I was watching MSNBC this morning and former Counselor to the President Dan Bartlett was on talking about the similarities between Bush’s failed effort to privatize Social Security and Obama’s current effort to pass health care reform. Bartlett said that in both instances the administrations made the mistake of focusing too much on the process of passing the legislation through Congress and not enough on winning the argument in the public square. I think I agree with that in a general sense. But it isn’t exactly easy to win an argument of the merits of legislation when the other side is forcing you to constantly work on process.
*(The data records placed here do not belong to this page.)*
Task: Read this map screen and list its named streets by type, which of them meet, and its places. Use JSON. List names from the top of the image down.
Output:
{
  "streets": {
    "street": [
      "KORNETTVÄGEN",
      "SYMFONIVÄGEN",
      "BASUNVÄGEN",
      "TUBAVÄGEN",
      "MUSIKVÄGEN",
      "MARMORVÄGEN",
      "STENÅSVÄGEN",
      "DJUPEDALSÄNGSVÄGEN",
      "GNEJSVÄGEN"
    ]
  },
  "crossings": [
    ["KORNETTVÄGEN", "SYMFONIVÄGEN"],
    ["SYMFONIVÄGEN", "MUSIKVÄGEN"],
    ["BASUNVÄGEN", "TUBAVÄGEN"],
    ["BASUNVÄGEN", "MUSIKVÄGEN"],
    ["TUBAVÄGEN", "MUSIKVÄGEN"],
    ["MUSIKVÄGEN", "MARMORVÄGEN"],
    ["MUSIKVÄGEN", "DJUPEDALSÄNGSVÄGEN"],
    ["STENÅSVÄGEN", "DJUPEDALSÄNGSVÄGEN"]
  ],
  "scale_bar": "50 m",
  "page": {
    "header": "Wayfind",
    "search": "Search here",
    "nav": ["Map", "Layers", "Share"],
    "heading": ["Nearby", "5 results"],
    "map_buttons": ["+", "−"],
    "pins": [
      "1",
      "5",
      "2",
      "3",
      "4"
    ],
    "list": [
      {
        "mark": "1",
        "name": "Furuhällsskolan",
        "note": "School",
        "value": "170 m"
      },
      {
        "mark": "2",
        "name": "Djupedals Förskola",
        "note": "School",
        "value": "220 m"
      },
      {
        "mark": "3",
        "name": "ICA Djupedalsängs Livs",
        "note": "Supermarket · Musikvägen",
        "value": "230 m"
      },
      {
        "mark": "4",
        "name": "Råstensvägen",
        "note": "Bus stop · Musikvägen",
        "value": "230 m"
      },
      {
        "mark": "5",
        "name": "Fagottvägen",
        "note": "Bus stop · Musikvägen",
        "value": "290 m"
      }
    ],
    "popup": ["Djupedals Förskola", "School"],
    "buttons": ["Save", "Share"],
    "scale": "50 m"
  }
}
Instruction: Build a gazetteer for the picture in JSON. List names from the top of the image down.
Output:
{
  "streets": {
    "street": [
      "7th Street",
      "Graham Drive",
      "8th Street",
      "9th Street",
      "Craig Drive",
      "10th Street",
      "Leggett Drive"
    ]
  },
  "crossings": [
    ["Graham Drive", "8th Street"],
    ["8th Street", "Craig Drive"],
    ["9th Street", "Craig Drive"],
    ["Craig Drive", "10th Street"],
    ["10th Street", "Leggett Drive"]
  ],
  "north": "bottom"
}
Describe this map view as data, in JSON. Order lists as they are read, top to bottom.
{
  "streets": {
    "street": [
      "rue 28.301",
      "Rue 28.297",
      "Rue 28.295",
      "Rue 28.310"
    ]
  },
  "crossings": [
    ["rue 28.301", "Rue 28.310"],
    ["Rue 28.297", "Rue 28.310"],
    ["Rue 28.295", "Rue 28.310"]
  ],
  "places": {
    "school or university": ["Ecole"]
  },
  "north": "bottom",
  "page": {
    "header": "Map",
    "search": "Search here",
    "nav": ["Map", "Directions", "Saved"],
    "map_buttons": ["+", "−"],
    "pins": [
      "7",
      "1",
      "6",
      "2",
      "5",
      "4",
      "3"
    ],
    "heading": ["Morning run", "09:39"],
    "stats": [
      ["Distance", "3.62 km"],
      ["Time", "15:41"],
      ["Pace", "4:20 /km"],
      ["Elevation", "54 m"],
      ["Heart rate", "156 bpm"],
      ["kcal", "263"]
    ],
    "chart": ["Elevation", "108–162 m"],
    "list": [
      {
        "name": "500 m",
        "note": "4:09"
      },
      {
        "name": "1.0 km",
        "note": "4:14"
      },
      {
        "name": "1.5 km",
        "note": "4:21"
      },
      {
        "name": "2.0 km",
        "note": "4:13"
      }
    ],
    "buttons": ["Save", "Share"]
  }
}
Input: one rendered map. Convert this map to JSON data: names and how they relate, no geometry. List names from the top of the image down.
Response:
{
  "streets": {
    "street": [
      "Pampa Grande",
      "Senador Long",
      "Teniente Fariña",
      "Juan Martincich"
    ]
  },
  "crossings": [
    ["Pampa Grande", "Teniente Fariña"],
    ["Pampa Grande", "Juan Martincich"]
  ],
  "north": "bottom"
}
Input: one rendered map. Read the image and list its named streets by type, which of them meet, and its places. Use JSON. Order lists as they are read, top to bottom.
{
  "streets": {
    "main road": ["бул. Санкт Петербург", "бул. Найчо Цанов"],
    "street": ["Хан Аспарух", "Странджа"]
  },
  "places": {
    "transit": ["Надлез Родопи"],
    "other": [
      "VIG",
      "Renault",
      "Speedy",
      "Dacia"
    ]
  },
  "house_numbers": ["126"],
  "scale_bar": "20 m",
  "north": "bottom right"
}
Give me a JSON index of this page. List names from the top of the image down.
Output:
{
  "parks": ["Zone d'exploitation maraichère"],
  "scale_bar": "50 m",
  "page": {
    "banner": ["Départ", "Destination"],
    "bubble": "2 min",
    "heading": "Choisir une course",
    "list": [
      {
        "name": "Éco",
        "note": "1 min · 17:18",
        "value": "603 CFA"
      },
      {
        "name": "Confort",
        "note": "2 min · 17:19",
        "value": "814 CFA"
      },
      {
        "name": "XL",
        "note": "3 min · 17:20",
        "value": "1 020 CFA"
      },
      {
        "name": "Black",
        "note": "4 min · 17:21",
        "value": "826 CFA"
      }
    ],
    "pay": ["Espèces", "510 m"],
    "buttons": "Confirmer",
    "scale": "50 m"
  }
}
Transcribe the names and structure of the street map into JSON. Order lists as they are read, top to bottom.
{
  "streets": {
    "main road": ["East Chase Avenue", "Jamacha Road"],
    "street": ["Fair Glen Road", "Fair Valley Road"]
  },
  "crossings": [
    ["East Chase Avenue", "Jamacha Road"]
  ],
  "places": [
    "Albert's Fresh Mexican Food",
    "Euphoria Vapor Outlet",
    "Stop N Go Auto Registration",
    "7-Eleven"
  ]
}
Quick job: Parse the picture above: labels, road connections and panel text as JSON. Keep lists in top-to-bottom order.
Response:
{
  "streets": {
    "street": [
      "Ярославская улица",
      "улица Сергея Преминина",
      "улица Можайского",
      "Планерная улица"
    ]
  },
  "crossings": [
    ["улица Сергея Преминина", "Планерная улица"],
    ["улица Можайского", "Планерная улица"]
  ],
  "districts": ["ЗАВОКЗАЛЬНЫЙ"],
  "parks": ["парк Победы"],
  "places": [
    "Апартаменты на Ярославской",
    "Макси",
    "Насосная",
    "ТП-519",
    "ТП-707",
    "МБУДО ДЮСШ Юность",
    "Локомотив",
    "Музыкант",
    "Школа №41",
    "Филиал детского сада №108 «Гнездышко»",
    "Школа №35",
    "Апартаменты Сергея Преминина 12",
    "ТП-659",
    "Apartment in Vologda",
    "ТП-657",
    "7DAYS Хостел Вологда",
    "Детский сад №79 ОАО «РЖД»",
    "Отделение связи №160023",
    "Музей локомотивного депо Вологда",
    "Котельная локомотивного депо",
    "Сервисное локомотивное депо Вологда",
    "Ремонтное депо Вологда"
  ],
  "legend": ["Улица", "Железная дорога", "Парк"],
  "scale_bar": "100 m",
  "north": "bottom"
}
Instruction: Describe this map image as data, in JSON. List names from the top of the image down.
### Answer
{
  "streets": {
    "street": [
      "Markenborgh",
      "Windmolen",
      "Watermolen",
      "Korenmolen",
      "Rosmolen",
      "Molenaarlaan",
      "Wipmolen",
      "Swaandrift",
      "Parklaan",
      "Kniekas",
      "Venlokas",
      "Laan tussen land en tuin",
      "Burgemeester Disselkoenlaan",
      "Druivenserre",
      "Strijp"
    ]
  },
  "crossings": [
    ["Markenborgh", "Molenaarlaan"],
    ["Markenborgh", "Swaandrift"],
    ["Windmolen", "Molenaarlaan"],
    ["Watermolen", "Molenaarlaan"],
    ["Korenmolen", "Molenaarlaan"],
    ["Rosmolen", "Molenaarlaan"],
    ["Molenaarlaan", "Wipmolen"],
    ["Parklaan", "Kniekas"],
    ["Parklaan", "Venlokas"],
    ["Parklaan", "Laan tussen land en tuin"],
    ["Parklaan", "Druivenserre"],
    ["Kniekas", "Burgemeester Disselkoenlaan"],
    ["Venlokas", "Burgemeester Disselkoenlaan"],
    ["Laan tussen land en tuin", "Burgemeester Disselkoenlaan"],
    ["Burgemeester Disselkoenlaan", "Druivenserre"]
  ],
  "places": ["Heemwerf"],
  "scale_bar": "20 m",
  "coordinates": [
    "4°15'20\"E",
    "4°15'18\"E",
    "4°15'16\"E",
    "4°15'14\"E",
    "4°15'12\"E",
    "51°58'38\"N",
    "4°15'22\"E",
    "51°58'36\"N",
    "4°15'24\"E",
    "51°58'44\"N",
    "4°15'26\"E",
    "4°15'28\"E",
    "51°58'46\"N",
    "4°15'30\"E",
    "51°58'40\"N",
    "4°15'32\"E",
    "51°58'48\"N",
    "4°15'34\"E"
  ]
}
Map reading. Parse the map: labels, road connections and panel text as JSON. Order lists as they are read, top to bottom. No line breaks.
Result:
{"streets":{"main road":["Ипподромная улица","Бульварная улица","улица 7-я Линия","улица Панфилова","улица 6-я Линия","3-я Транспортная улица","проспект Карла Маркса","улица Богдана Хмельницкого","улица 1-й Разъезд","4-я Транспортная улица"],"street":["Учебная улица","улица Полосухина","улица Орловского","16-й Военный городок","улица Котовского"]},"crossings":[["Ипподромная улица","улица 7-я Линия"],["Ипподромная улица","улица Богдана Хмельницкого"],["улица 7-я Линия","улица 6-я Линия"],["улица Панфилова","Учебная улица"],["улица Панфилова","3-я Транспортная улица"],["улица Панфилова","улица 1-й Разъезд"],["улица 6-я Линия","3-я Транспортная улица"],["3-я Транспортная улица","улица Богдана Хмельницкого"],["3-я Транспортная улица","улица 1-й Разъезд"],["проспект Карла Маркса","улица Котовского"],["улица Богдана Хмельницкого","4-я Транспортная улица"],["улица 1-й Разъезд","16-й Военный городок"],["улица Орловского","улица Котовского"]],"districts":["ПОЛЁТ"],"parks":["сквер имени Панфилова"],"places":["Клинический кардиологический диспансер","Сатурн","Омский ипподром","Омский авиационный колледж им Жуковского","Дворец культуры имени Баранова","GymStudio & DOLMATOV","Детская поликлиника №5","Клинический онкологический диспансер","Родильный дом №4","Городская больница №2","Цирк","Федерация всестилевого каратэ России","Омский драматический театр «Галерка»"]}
As Alexander Bolton ably explains in The Hill, the Republicans have been very successful in getting the American people to attribute shared blame for the gridlock in Washington.

Failure to advance must-pass legislation has added to the Democrats’ problems when Congress is suffering from its lowest approval ratings in years.

Democrats claim they can blame Republican obstruction for the gridlock, but political experts and some Democratic allies say the majority party will also suffer because it controls Congress.

This is even true in the current case of Sen. Jim Bunning denying unanimous consent to extend unemployment insurance (among other things):

Democrats decried Bunning and the GOP in a flood of press releases Monday, but those feeling the pain may not make distinctions.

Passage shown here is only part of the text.